Ia diam seribu bahasa. Rupanya ibuku merasa cukup untuk menasihati kami anak-anaknya. Inilah waktu diam, waktu di mana kami harus mengucapkan maaf jika pernah melakukan kesalahan sambil berterima kasih untuk segala kebaikan yang telah kami terima. Inilah waktu untuk merelakan ibuku pergi dengan tenang.
Tepat pkl.12.00 waktu Indonesia timur, ibuku pergi untuk selama-lamanya. Ia menghembuskan nafasnya terakhir setelah aku selesai ibadat siang. Berita kematian datang, aku hanya diam dan menyerahkan ibuku pada kerahiman dan kasih Tuhan.
Ibuku telah pergi untuk selama-lamanya. Tepat hari Rabu, 03 November 2021, kami berkabung. Ibuku pergi meninggalkan tujuh anak, 21 cucu dan 6 cicit. Suatu generasi penerus yang besar. Ia datang sendiri, namun ia pergi meninggal warisan kehidupan yang tak punah oleh waktu.

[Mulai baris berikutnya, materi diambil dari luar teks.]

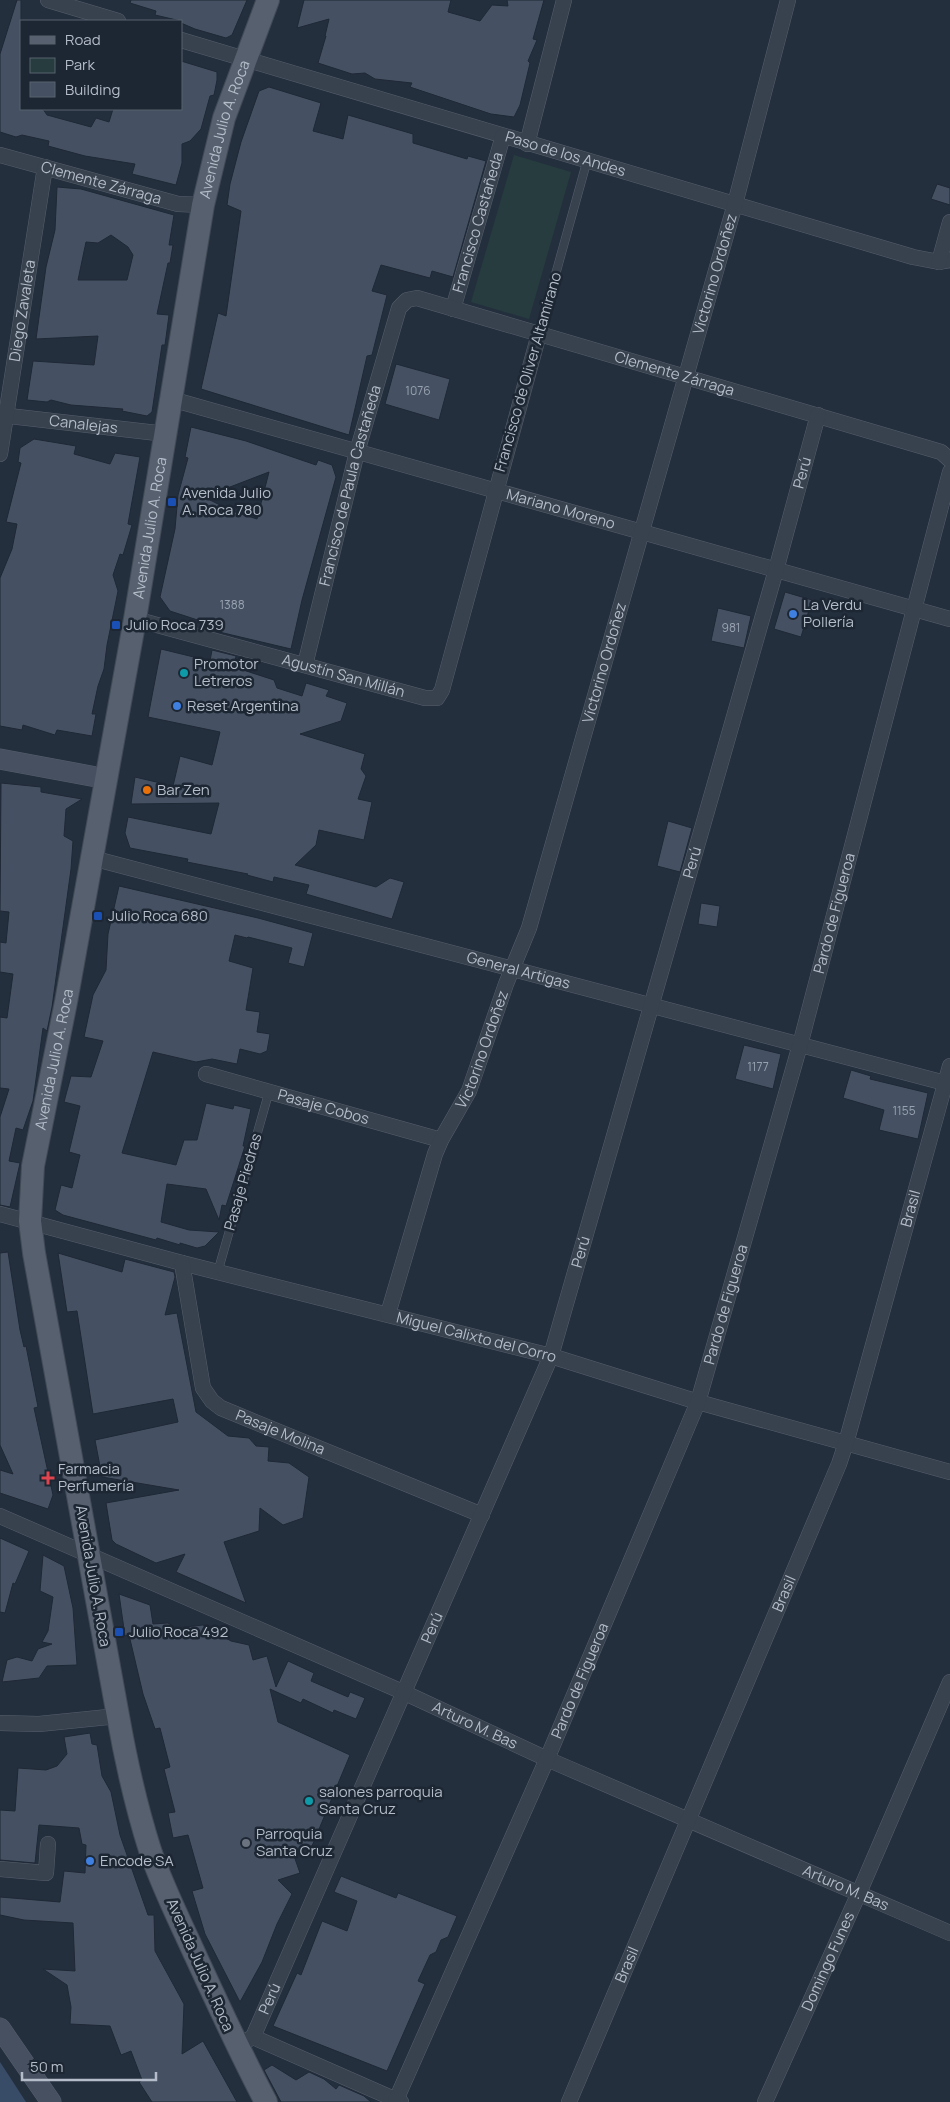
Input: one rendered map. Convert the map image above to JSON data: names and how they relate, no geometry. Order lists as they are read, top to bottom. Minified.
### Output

Ia adalah pencipta generasi kehidupan yang terus ada sampai kapanpun.Inilah waktu yang dinantikan ibuku. Waktunya adalah kematian. Ia telah menang dalam kesabaran dan mencapai garis finish perjuangan. Di hari kematian ibuku, aku tak bisa berdiri disamping jenazahnya dan memberikan penghormatan terakhir bagi ibuku.
Jarak terlalu jauh untuk kembali, sementara hari pemakaman ibuku sehari setelah kematiannya. Ibuku pernah berpesan, jika saat kematianku tiba, biarkan saudara-saudamu yang mengurus dan mengantarku sampai ke tempat pemakaman. Tugasmu adalah mendoakanku agar bahagia di kehidupan abadi. Aku hanya mendengar tangisan perpisahan dari jarak jauh.
Aku melihat begitu banyak orang melayat dan menghantar ibu ke pemakaman. Rasa dukaku tak sebanding dengan kasih yang ditunjukkan begitu banyak orang yang datang mengantar ibuku. Mereka sungguh mengasihimu karena kesederhanaan hidupmu.
Dan inilah warisan berharga bagiku. Bukan soal panjang usiamu, tetapi bermakna hidupmu yang menjadi warisan berharga bagi orang yang mengasihimu. Dari ujung rindu kutitipkan untaian doa syukur atas jasamu. Terimakasih untuk kata serta teladanmu bagiku. Cintamu tumbuh dan berbuah bagi kami, sebab kasih ibu tak pernah mati sepanjang abad.